Ela queria incinerar o Telm. Ela torcia pra ele estar vivo, só pra poder incinerá-lo. Isso não parecia um raciocínio humano. O cara era aliado dela até pouco tempo atrás! Tipo, se a Lucia se juntasse à Raposa, eu provavelmente iria com ela.

Graças aos deuses que o Inferno Abissal estava do nosso lado. Ela não parecia disposta a me reduzir a cinzas, mas mesmo assim, eu queria sair daquela torre sufocante.

—Já chega — cortou Gark, com coragem, fazendo o Inferno Abissal relaxar um pouco.

Justo quando soltei um suspiro interno de alívio, Gark abriu um sorriso tão ameaçador quanto o da velha.

—Agora, o motivo de eu ter te chamado aqui — disse. — Mil Truques, temos uma tarefa grande pela frente. A Raposa ousou mexer com a gente. Vamos esmagá-los.

Arty e Mary escutavam com atenção. A Lucia também, por algum motivo. Como sempre, o único que não levava as coisas a sério era eu. Pensei por um instante.

—Foi mal — falei com um sorriso durão. — Mas posso usar seu banheiro?

Quando cheguei no banheiro, vi que tinham colocado grades de ferro na janela. Senti um nó no estômago.

&&

Voltamos correndo pra sede do clã. Durante o trajeto, fiquei calado — e a Lucia também. Será que eu tava ficando louco por achar que esse pessoal era insano? Por que estavam provocando uma organização secreta maluca daquele jeito? E por que achavam que eu ia ajudar sem pensar duas vezes? Comparado à Raposa da Contra-Cascata, eu preferia o raposinha fantasma que me deu um Smartphone em troca de tofu frito. Se o Gark queria ajuda, devia ter chamado o Franz.

Quase por conta própria, minhas mãos puxaram o Smartphone e mandaram uma mensagem: “Tô ferrado” para o Irmão Mais Velho Raposa.

Ele respondeu na hora: “Que bom.”

Não tinha nada de bom nisso.

Na reunião, consegui despistar o Gark dizendo que estava ocupado e que a gente teria que conversar outra hora. Tinha desviado da bala, mas sentia como se minha vida só tivesse sido estendida por alguns segundos. Patético não conseguir me livrar dele só com um “não”.
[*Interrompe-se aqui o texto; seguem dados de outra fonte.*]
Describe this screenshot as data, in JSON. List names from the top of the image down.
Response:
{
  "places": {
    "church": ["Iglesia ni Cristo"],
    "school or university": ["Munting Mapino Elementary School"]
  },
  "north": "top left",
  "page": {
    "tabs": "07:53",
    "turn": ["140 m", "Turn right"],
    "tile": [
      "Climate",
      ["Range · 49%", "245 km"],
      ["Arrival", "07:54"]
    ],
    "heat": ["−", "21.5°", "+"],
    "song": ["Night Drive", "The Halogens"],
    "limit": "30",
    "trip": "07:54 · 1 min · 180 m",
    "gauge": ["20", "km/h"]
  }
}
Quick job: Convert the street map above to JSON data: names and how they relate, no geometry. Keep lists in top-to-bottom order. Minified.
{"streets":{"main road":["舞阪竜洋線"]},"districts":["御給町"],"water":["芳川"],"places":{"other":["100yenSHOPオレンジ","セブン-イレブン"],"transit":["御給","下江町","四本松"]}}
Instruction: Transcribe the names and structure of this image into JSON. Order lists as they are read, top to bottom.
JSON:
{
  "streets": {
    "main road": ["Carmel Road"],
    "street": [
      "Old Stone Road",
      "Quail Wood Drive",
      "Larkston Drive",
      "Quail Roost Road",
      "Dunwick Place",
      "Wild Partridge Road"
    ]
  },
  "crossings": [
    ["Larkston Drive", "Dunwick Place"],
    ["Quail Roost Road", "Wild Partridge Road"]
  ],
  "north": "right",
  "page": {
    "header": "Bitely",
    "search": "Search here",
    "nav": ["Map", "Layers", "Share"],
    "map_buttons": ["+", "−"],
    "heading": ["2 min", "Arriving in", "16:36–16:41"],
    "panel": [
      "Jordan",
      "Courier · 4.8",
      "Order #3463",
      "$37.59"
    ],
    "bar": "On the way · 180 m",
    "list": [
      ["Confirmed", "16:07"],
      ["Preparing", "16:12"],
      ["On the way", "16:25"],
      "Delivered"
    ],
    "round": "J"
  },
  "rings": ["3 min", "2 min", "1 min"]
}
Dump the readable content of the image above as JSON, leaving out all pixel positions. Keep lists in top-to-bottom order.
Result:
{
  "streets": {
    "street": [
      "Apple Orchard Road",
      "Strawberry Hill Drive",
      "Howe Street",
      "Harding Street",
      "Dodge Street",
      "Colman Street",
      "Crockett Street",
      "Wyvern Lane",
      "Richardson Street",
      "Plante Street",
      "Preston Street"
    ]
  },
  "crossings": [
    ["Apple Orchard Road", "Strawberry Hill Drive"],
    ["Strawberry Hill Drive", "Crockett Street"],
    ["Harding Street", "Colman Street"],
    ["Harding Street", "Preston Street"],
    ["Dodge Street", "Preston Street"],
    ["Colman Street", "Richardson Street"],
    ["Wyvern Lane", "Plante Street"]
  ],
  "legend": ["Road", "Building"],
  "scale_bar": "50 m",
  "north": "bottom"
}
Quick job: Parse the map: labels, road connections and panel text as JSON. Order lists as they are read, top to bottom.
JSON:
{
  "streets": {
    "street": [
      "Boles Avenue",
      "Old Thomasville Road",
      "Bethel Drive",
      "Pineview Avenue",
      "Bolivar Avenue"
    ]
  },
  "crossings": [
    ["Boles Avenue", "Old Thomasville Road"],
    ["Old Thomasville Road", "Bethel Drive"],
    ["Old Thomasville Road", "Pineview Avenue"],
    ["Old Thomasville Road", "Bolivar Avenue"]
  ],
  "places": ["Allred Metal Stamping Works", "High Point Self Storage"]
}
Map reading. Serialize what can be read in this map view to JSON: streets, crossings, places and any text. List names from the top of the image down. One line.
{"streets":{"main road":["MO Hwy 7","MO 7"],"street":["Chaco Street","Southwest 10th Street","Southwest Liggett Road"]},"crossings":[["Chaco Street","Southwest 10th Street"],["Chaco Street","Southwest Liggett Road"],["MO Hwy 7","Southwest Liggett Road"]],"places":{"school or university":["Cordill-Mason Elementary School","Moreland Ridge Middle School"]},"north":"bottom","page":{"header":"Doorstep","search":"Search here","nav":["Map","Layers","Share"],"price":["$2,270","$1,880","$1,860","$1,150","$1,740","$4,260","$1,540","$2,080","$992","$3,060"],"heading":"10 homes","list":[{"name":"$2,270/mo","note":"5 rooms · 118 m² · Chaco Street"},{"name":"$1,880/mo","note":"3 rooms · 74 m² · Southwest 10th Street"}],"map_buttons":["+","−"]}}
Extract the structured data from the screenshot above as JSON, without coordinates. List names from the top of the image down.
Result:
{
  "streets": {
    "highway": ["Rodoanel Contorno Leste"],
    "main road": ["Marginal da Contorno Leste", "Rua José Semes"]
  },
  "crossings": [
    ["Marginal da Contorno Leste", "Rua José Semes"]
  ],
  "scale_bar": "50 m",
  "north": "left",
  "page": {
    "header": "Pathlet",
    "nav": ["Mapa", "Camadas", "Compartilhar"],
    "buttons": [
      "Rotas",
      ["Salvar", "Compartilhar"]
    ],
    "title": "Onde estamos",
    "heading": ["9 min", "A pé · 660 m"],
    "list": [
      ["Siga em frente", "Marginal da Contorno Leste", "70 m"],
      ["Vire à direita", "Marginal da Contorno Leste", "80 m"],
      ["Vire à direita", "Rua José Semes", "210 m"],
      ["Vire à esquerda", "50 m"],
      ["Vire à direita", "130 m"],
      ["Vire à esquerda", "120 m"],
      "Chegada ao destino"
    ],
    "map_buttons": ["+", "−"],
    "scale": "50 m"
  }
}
Tô ocupado. Tenho coisas pra fazer, repeti pra mim mesmo. Precisava ir ao Festival do Guerreiro Supremo, e ainda tinha aquele pedido do imperador. Não dava pra perder tempo com coisas como organizações criminosas!

Quando voltamos, fui direto pro vice-mestre do clã.

—Eva! Evaaa! Vamos sair da capital imperial agora!

—O-O quê? De onde veio isso?!

Fazia tempo que eu não entrava na sala dela. Atravessei as pilhas de tralha que tinha por ali e gritei:

—A gente não pode ficar aqui! Temos que ir pra cidade do Festival do Guerreiro Supremo! Qual era mesmo?!

—M-Mas, Krai, ainda falta tempo pro torneio. Aconteceu alguma coisa?

—Ainda não, e é por isso que a gente tem que sair agora, pra continuar assim.

Eu tava em pânico. Quando o Gark dizia que ia fazer algo, ele fazia mesmo. Já tinha “cuidado” de uns funcionários, e eu podia muito bem ser o próximo.

Sem falar do Inferno Abissal. Ela falou em abrir caminho pra próxima geração, mas eu tinha quase certeza de que ela ia viver mais que todos eles. Dava pra ver nos olhos dela que ficaria mais do que feliz em me carbonizar se eu dissesse que não queria ajudar a exterminar a Raposa. Anéis de Proteção não servem de nada no meio de uma fogueira.

—Irmão, em troca da minha entrada no torneio, tem uma coisa que eu queria pedir— disse Lucia, mas parou no meio da frase e olhou pro lado. —Ah, deixa pra lá.

—Muito bem. Vou começar os preparativos — disse Eva, se levantando. Parecia que ela tinha percebido que eu tava falando sério. —Mas reunir os membros do clã com tão pouco aviso—

—Esquece eles — interrompi, desesperado. —Mas certifique-se de que os Grieving Souls venham junto.

Nem ferrando que vou sozinho! Preciso chamar eles. Ah, mas também tenho que escolher minhas Relíquias…

—É algo tão sério assim? — perguntou Eva.

—Hã? Não, nada tão sério.

Nem o Gark, nem aquela velha iriam atrás de alguém sem um bom motivo. O problema era que, pra eles, sempre tinha um bom motivo pra ir atrás de mim.

—Mas e se a Princesa Murina ainda não estiver pronta—

Antes que Eva terminasse a frase, virou de repente em direção à janela. Fui até lá e segui o olhar dela pro lado de fora. Fiquei sem reação. Tinha uma carruagem pequena e discreta parada na entrada da sede do clã.

—Entendo — disse Eva com um leve suspiro. —Que timing perfeito. Muito bem, vou providenciar tudo. Krai, comece seus próprios preparativos.

Desculpa por tudo que tô te fazendo passar.